En la madrugada el doctor Cuenca bajó al estudio. Iba entrando a la habitación aún oscura cuando dio con el cuerpo y la voz de su hijo Daniel como un aparecido. Saliendo del amor sin resabios que los tenía tocados por en medio, los encontró a él y a Emilia todavía jadeantes y hermosos. A Emilia podían sentírsele las mejillas ardiendo y a Daniel, que no había terminado de abrocharse la camisa, el corazón le andaba como un loco.

– Quererse así hace daño -les dijo Cuenca con una sonrisa de las pocas que le había regalado al mundo durante su frugal existencia.
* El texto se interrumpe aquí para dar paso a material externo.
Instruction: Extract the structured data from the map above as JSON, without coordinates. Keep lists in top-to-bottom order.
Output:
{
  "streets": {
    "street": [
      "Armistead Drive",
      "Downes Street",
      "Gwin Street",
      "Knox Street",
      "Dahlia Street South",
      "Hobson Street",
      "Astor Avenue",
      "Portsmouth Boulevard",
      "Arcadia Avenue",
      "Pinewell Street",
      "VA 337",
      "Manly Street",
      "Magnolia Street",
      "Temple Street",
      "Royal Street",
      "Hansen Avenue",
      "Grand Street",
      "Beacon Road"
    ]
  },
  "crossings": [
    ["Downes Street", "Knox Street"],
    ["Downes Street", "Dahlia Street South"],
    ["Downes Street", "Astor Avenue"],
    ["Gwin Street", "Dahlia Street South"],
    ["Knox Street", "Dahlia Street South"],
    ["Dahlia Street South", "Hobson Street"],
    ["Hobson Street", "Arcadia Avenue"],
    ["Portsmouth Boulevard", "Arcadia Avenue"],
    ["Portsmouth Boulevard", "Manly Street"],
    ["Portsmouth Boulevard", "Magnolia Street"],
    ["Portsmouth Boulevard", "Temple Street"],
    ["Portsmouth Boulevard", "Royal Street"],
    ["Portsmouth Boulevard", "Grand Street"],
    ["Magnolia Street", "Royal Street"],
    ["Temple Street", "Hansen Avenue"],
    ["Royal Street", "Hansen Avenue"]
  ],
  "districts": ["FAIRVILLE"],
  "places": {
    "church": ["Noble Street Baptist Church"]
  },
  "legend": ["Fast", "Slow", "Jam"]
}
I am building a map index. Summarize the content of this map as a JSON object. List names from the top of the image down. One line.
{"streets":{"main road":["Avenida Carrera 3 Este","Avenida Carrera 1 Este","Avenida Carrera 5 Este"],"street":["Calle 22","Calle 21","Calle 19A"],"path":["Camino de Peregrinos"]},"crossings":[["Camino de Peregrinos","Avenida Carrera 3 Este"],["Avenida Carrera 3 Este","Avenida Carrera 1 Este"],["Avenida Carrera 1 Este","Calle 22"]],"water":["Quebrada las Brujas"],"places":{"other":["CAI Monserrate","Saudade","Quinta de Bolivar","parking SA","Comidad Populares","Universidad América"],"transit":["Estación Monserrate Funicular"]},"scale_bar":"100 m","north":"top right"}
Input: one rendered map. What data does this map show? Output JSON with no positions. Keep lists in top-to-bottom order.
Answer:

Dos días antes, el gobierno había detenido a Madero tras un discurso al que calificó de "conato de rebelión y ultrajes a la autoridad". Lo tenían preso en San Luis Potosí y estaban dispuestos a seguir encarcelando a todos aquellos que parecieran peligrosos amigos suyos en cada lugar de la fulminada república. Sobre todo a los viejos, a los que habían sido amigos del general Díaz en los tiempos de su republicana juventud. A ésos, por no entender, por pasarse de jóvenes, por andar de traidores, les iría peor y más rápido. De ésos era el doctor Cuenca, y sus hijos lo sabían mejor que nadie. Se habían reunido en San Antonio aun antes de imaginarse que a Madero pudieran encarcelarlo y decidieron poner a salvo a su padre, porque dejarlo en manos del grupo con que se reunía los domingos no parecía lo más seguro que pudiera preverse. Daniel había venido a Puebla para llevarlo a los Estados Unidos. Ya entre ellos, había pensado que lo mejor sería llevarse también a Milagros Veytia y con ella a los Sauri y a Emilia.

Para su desgracia sus deseos no eran órdenes y según parecía ninguno de aquellos por los que había hecho el viaje querría irse con él a ninguna parte. Ninguno salvo Emilia, que en dos horas olvidó sus deberes médicos y estaba lista para seguirlo a donde mejor lo decidiera su arbitraria cabeza.

– Cuando amanezca se habla -les dijo Cuenca para librarse al fin de la serie de razones que le daba el hijo y la serie de sinrazones que su alumna hacía militar entre sus labios.

Se acercó al muchacho herido y llamó a Emilia para que lo ayudara en la curación. Daniel prendió la bombilla de luz eléctrica que Diego había instalado en su despacho. Vio después a su padre y a Emilia entregarse a la pasión que ambos compartían. Pasó entonces de sentirse el centro en la vida de la Emilia con la que dio en la noche, a ser tan sólo un testigo intruso en ese universo de signos y términos que no sólo desconocía sino que le provocaron las primeras convulsiones de un sentimiento seco y necio: los celos lo fueron enfureciendo mientras su padre y Emilia tejían en sus narices la red de complicidades más perfecta que él podía haber imaginado. Su padre y su mujer sabían de sí mismos cosas que él ignoraba, compartían un lenguaje que no lo involucraba. Y verlos moverse y entender juntos algo que le era por completo ajeno, lo turbó hasta no saber a quién de los dos quería más o a cuál de ambos detestaba menos.